Set down exactly the lines below between the line holding "I am building a map index. Read the screen" and the line holding "Input: one rendered map. Transcribe", inclusive; no other line belongs in the answer.
··· Source data ···
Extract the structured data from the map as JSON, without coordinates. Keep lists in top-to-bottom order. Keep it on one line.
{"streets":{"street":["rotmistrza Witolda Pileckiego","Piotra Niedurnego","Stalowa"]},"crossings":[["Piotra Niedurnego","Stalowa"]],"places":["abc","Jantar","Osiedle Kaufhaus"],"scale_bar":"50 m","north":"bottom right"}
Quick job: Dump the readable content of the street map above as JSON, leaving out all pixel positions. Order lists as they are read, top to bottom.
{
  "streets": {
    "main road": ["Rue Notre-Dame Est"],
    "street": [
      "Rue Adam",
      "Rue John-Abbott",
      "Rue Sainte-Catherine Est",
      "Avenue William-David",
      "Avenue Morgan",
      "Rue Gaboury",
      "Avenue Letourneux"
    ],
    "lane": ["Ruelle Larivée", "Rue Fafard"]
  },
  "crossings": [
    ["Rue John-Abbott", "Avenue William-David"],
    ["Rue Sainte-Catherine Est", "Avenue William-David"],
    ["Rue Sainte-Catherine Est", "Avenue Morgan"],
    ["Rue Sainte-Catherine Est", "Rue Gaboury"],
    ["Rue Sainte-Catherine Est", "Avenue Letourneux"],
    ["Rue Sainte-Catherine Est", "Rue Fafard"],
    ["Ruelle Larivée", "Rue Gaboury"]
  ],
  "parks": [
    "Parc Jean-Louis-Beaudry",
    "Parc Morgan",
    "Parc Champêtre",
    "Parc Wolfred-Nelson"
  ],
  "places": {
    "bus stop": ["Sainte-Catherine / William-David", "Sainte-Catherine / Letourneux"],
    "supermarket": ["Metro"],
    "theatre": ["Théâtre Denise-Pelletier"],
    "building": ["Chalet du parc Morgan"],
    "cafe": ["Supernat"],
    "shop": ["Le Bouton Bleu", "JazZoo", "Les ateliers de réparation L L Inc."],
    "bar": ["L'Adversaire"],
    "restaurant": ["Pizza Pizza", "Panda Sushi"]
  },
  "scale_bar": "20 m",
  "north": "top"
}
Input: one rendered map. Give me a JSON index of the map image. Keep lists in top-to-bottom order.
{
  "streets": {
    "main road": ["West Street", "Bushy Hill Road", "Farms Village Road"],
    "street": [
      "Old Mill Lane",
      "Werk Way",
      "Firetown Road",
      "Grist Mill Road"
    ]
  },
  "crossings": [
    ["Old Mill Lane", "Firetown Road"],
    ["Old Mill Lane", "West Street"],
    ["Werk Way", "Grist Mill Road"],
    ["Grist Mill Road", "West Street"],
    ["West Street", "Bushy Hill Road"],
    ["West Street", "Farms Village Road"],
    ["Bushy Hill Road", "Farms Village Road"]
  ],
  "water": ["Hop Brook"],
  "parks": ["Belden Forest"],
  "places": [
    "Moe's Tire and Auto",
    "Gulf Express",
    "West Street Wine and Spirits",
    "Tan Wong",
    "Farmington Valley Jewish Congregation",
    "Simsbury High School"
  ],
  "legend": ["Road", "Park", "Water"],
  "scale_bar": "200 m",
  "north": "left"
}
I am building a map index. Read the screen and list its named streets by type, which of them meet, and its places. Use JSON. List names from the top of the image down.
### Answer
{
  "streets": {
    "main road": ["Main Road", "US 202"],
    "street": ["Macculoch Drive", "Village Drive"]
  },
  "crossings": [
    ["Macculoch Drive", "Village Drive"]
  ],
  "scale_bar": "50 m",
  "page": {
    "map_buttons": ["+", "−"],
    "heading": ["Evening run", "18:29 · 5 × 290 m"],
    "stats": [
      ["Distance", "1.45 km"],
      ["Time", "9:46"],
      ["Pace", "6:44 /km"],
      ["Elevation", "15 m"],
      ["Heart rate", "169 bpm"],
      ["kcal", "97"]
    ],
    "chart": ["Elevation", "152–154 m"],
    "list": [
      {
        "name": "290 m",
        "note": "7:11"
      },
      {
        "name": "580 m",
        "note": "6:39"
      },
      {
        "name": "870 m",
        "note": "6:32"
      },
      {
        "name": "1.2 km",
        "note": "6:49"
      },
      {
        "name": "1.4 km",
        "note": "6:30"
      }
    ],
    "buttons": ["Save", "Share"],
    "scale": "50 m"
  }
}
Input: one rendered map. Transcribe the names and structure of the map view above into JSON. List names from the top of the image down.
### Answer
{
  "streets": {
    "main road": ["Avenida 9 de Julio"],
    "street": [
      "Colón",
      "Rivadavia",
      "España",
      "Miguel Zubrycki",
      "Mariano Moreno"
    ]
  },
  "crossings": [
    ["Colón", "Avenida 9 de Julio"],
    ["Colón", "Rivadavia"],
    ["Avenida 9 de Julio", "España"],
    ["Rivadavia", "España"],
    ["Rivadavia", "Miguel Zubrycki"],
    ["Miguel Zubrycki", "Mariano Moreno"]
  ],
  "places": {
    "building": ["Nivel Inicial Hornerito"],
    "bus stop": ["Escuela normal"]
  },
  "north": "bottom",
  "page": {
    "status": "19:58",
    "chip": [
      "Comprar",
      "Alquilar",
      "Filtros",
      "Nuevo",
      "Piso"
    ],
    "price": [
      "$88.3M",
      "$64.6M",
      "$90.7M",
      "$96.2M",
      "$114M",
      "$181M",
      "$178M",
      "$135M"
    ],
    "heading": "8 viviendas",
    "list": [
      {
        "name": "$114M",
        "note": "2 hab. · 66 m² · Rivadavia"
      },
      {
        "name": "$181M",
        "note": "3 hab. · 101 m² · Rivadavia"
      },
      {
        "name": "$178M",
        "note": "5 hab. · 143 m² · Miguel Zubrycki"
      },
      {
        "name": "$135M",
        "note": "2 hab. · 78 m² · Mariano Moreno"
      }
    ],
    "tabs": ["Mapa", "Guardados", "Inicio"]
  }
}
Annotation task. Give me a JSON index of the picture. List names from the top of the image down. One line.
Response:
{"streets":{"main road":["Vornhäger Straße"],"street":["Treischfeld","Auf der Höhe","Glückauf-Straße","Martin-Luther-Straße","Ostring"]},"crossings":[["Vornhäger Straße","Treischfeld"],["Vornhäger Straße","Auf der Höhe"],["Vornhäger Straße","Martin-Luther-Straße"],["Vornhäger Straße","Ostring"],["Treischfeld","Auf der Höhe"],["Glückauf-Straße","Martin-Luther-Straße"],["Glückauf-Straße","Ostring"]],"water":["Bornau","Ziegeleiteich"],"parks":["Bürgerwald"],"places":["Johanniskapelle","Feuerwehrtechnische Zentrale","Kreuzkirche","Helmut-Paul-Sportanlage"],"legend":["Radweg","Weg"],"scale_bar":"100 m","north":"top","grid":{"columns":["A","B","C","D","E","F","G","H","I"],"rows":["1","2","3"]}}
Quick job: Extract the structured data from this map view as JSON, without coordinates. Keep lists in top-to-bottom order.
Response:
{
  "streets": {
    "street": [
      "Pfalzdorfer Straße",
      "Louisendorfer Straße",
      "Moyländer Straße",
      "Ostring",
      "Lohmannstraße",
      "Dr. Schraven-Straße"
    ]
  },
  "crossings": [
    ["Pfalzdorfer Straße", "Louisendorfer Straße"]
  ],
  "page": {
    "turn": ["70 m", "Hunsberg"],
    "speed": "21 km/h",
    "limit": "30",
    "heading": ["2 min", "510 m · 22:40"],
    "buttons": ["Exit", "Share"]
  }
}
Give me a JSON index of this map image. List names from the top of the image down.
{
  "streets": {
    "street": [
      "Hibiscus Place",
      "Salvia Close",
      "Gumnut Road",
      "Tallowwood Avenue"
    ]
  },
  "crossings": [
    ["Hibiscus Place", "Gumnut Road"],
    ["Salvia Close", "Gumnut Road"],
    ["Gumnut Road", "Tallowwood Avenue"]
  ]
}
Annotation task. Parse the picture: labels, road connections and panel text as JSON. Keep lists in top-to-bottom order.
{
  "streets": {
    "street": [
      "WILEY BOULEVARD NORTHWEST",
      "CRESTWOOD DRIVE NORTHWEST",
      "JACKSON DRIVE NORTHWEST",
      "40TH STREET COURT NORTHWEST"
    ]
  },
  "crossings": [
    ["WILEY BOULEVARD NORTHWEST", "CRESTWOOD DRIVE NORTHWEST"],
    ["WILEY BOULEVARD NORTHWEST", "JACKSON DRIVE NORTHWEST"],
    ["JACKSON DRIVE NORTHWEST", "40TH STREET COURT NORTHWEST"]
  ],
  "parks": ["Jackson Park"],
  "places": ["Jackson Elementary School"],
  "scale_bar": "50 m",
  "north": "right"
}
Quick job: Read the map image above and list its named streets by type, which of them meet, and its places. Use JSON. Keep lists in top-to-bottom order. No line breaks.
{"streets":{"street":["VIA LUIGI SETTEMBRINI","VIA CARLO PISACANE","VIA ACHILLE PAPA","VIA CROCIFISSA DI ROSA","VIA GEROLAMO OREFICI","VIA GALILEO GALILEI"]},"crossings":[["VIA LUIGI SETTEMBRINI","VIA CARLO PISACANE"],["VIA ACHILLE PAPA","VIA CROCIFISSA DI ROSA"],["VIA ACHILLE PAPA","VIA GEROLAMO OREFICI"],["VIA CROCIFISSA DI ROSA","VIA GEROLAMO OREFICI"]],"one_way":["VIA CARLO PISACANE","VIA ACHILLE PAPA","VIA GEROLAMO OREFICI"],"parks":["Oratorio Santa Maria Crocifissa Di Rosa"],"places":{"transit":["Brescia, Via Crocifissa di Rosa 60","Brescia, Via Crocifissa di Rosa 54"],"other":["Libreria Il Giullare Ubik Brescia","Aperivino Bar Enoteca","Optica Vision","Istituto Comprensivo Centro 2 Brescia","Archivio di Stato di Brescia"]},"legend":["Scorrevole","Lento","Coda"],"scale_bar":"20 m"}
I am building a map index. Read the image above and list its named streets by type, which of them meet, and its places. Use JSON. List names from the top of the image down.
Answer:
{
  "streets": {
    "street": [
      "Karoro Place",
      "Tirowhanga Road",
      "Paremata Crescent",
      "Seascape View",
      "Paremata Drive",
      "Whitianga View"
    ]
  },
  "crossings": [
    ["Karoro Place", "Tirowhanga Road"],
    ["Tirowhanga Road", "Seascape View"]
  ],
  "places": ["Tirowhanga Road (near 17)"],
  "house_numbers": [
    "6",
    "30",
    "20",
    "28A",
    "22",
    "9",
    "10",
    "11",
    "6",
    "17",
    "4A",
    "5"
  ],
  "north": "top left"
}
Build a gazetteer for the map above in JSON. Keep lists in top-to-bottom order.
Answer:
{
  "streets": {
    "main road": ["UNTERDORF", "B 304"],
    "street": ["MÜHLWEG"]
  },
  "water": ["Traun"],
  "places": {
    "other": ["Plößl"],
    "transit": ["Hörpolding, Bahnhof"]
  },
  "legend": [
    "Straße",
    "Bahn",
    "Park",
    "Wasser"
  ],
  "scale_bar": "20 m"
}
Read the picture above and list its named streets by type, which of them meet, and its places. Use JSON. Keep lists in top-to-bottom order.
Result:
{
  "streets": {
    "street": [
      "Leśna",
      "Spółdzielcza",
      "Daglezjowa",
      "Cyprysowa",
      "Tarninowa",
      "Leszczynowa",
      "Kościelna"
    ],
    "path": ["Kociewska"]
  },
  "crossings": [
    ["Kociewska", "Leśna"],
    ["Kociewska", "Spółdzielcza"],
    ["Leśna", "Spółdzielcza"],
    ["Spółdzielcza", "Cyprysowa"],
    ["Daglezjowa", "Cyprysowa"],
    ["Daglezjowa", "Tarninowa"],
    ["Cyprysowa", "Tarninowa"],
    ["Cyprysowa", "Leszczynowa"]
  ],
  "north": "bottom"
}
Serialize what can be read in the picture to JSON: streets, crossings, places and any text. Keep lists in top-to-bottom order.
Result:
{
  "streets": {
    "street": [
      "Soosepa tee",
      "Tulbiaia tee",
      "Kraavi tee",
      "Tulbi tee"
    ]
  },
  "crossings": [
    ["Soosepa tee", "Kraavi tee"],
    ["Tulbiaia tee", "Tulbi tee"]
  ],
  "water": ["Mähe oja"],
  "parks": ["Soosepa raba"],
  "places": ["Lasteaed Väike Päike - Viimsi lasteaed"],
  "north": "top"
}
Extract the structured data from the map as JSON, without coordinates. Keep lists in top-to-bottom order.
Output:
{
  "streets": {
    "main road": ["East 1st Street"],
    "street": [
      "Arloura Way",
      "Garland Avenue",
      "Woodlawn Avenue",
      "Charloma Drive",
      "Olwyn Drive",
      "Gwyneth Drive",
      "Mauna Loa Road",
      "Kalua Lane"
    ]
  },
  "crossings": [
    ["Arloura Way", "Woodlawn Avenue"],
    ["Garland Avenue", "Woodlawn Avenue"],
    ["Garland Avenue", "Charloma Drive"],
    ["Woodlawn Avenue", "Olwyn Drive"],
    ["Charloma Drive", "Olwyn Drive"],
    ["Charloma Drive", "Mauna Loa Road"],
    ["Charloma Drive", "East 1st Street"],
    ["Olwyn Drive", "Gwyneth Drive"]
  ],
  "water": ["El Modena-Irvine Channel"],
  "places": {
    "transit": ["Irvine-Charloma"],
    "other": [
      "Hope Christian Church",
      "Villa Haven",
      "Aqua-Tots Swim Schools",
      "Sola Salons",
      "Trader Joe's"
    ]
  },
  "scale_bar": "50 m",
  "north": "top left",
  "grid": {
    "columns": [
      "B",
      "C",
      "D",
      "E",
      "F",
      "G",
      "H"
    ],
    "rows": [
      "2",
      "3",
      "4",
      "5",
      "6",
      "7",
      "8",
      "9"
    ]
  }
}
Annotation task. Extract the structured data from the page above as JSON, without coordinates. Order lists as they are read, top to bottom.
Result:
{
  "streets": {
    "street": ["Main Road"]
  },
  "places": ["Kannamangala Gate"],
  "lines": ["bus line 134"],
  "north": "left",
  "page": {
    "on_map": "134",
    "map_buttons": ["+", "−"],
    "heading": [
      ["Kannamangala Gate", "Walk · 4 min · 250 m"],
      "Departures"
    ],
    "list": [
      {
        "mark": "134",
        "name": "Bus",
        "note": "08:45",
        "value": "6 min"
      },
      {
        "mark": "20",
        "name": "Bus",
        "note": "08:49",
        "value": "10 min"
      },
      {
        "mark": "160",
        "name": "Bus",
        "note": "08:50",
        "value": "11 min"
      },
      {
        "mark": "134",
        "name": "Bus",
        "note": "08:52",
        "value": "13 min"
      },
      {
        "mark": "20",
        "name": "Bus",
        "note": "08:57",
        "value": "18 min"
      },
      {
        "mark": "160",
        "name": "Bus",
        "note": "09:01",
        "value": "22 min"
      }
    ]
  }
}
···
- [Output]:
I am building a map index. Read the screen and list its named streets by type, which of them meet, and its places. Use JSON. List names from the top of the image down.
### Answer
{
  "streets": {
    "main road": ["Main Road", "US 202"],
    "street": ["Macculoch Drive", "Village Drive"]
  },
  "crossings": [
    ["Macculoch Drive", "Village Drive"]
  ],
  "scale_bar": "50 m",
  "page": {
    "map_buttons": ["+", "−"],
    "heading": ["Evening run", "18:29 · 5 × 290 m"],
    "stats": [
      ["Distance", "1.45 km"],
      ["Time", "9:46"],
      ["Pace", "6:44 /km"],
      ["Elevation", "15 m"],
      ["Heart rate", "169 bpm"],
      ["kcal", "97"]
    ],
    "chart": ["Elevation", "152–154 m"],
    "list": [
      {
        "name": "290 m",
        "note": "7:11"
      },
      {
        "name": "580 m",
        "note": "6:39"
      },
      {
        "name": "870 m",
        "note": "6:32"
      },
      {
        "name": "1.2 km",
        "note": "6:49"
      },
      {
        "name": "1.4 km",
        "note": "6:30"
      }
    ],
    "buttons": ["Save", "Share"],
    "scale": "50 m"
  }
}
Input: one rendered map. Transcribe the names and structure of the map view above into JSON. List names from the top of the image down.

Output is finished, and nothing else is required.